__WHAT IS REQUIRED__:
Whenever a line contains the string "screen", copy it out of the entries.

===== DATA SECTION =====

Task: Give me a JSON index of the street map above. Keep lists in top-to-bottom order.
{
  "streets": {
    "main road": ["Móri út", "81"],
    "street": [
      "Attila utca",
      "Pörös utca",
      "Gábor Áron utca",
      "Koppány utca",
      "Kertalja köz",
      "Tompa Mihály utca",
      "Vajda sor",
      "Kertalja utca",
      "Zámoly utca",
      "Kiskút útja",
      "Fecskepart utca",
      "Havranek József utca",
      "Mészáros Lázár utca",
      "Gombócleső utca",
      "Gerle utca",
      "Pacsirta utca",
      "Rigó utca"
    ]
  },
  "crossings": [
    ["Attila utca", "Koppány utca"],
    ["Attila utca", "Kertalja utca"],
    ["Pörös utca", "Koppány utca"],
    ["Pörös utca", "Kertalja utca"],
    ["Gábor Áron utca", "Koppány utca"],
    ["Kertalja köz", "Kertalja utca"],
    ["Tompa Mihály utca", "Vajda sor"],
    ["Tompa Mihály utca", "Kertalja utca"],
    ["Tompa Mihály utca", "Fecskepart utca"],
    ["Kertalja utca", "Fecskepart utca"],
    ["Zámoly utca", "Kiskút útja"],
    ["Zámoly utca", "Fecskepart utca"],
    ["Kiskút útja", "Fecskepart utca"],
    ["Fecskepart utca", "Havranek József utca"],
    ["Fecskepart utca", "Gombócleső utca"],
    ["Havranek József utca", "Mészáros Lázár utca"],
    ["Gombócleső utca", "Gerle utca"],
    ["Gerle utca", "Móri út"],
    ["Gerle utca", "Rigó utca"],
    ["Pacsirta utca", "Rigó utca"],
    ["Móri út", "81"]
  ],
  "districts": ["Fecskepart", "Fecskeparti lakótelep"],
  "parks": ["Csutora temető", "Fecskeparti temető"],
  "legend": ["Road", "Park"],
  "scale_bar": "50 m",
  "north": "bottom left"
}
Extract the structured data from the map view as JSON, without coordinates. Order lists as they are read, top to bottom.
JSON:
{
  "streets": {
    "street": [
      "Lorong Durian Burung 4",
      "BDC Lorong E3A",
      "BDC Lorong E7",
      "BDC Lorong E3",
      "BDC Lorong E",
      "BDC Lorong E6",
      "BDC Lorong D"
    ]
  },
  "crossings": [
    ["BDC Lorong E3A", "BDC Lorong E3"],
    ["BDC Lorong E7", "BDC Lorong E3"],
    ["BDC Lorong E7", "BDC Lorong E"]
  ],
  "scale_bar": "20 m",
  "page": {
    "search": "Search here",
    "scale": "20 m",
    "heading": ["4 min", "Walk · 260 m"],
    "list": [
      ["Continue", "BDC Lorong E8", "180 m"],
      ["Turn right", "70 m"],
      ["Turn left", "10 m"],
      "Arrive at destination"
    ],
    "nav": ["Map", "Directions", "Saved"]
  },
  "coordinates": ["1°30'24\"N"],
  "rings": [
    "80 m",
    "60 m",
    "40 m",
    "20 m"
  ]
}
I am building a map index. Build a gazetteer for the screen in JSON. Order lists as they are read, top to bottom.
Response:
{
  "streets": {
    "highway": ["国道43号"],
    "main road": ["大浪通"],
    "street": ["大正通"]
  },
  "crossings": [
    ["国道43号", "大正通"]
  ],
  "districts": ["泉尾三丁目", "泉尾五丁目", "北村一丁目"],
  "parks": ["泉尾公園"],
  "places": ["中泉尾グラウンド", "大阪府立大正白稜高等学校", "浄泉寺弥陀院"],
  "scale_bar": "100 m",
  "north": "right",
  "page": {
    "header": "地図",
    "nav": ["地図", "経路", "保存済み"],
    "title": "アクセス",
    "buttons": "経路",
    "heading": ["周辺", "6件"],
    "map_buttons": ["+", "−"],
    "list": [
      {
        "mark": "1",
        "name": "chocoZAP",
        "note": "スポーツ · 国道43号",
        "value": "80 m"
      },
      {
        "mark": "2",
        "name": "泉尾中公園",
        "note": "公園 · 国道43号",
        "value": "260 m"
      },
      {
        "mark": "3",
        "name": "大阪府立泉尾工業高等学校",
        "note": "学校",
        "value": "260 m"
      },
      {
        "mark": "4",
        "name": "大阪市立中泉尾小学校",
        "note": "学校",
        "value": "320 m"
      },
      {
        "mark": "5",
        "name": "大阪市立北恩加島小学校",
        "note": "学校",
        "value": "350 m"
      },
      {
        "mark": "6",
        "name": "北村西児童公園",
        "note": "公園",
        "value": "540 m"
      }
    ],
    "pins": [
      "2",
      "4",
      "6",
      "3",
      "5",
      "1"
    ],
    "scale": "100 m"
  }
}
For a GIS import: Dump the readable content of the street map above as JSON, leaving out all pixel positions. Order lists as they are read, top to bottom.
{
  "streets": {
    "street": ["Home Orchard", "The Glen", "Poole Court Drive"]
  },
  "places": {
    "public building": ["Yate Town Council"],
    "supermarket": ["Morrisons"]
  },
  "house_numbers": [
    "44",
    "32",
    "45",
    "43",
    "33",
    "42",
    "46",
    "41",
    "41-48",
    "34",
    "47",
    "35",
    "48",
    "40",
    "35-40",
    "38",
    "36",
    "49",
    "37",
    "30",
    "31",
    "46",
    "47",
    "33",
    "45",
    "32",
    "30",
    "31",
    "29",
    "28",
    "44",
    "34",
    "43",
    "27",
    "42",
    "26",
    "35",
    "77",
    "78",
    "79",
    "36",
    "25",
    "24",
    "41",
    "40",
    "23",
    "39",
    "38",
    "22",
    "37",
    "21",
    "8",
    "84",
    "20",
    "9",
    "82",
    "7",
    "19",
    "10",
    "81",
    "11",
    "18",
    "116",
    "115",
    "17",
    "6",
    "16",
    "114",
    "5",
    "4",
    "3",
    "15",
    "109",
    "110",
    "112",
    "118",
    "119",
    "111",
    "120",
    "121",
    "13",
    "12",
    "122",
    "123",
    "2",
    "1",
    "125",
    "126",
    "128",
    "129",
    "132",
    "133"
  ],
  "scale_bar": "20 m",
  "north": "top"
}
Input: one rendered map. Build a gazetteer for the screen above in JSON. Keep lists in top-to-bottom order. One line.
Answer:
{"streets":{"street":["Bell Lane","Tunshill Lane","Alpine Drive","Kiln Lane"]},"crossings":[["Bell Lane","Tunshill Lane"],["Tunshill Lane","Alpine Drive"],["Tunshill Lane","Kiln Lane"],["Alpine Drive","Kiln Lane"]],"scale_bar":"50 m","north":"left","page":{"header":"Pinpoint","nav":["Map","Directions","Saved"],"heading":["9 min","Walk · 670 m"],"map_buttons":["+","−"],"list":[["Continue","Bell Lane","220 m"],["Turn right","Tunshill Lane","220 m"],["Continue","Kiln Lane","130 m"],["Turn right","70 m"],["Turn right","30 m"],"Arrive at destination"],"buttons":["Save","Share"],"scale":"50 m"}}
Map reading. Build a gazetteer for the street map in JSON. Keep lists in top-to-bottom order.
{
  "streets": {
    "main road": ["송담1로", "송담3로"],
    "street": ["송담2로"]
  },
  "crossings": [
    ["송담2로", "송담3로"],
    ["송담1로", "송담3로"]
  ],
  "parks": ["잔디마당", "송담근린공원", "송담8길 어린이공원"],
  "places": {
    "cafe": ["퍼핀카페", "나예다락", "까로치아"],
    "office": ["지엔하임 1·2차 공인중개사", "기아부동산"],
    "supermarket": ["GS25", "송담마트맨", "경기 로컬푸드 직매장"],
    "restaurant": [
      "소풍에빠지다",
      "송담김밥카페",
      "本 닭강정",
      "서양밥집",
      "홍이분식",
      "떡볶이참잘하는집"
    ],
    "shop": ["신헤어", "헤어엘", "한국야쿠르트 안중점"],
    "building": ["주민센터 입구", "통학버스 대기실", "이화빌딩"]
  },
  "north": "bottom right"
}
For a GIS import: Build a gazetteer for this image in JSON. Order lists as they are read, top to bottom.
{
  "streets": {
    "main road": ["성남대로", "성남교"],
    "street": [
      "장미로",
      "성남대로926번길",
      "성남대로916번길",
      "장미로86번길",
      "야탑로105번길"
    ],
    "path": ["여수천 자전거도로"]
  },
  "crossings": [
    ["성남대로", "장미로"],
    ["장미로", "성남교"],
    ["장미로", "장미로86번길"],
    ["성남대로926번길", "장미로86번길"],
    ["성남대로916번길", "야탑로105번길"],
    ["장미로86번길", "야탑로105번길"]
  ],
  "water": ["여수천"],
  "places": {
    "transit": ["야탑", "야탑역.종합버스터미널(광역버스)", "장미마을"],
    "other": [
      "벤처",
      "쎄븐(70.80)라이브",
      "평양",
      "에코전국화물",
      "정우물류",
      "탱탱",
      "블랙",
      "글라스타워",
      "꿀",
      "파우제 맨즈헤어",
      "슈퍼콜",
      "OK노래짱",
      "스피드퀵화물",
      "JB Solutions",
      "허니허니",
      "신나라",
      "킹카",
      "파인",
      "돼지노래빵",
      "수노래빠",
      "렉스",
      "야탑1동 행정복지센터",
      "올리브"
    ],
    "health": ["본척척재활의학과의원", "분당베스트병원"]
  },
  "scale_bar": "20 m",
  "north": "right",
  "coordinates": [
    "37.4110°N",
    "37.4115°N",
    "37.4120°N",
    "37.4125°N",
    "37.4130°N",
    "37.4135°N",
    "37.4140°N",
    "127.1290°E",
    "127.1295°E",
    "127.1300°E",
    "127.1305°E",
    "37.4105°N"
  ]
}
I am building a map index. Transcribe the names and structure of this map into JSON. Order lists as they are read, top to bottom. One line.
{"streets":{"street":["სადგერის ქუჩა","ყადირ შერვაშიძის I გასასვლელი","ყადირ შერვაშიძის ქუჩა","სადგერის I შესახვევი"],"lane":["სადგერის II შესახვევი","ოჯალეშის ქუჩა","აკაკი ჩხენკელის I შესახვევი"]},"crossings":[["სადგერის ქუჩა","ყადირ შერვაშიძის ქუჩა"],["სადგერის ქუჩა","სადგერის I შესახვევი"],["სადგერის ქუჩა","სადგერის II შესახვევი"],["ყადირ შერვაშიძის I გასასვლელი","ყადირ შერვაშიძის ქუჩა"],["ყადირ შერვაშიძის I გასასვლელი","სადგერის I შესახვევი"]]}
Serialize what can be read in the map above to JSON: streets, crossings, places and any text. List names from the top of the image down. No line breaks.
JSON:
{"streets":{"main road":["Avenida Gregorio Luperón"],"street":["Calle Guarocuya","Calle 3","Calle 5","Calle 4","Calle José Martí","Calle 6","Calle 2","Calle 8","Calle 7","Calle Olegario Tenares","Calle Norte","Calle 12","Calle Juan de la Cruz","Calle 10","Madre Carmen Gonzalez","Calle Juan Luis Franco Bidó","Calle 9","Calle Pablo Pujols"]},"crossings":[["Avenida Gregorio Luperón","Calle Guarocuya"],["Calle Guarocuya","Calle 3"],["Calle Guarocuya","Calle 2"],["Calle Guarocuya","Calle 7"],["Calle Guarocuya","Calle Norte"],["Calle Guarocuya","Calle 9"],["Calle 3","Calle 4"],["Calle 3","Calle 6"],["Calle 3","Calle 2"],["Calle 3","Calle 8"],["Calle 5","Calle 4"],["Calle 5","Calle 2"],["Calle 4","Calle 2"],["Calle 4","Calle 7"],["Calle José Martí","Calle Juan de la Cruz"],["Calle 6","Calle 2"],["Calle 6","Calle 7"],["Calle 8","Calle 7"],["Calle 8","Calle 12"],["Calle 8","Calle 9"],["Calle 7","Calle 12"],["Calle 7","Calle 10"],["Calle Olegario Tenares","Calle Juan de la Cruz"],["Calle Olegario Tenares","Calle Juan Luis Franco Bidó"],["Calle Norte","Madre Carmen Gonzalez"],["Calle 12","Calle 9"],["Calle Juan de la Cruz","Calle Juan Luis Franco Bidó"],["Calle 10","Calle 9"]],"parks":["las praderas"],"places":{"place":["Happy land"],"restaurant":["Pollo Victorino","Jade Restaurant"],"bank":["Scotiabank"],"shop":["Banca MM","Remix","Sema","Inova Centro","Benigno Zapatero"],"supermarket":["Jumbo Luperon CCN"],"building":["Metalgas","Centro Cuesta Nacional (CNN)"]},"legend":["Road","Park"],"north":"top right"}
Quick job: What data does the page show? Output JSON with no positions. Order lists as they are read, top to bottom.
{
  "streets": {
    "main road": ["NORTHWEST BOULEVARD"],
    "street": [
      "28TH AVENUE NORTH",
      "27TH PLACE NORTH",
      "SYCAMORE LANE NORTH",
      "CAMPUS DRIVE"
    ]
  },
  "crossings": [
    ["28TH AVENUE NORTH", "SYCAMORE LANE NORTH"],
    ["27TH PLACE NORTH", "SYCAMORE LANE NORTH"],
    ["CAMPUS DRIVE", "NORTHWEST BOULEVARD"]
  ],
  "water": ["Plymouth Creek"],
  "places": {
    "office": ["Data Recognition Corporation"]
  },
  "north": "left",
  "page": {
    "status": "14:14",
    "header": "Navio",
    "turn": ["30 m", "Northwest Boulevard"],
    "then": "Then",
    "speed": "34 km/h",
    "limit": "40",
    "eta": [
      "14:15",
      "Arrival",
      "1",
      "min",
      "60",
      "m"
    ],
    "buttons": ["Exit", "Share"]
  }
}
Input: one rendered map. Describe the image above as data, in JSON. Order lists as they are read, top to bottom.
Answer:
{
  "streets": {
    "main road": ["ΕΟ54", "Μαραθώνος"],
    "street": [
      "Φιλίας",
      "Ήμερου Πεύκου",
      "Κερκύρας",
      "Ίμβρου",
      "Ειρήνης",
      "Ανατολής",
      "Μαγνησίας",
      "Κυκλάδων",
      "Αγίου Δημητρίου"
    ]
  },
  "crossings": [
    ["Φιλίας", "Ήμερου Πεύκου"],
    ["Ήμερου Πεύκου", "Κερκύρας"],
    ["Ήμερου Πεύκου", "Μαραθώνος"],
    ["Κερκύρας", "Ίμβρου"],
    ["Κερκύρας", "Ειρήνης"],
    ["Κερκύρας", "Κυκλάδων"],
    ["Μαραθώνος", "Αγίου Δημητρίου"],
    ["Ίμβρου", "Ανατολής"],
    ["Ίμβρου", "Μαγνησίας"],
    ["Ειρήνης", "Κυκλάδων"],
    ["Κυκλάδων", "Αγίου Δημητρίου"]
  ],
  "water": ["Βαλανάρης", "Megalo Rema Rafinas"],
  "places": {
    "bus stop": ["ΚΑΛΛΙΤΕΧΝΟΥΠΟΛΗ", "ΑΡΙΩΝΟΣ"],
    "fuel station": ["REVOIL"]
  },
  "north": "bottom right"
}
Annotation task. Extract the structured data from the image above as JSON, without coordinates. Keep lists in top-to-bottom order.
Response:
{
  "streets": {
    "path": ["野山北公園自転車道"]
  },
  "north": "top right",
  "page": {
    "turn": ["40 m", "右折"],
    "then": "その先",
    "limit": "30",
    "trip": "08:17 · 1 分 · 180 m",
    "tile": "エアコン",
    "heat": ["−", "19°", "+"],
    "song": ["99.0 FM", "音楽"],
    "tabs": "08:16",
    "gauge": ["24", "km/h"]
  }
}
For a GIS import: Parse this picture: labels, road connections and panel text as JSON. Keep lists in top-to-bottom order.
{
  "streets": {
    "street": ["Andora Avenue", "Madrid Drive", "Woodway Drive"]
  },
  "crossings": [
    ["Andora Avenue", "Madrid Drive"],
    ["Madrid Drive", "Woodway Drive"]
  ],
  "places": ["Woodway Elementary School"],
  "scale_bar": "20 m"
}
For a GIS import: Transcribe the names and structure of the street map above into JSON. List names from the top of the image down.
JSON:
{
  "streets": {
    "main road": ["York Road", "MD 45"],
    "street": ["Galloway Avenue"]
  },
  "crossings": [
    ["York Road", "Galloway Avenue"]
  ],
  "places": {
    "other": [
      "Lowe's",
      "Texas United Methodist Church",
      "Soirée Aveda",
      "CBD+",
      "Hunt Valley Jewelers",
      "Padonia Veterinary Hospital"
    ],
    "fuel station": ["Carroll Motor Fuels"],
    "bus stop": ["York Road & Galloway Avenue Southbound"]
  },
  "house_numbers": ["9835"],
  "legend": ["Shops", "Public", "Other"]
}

=====

__OUTPUT BELOW__:
I am building a map index. Build a gazetteer for the screen in JSON. Order lists as they are read, top to bottom.
Input: one rendered map. Build a gazetteer for the screen above in JSON. Keep lists in top-to-bottom order. One line.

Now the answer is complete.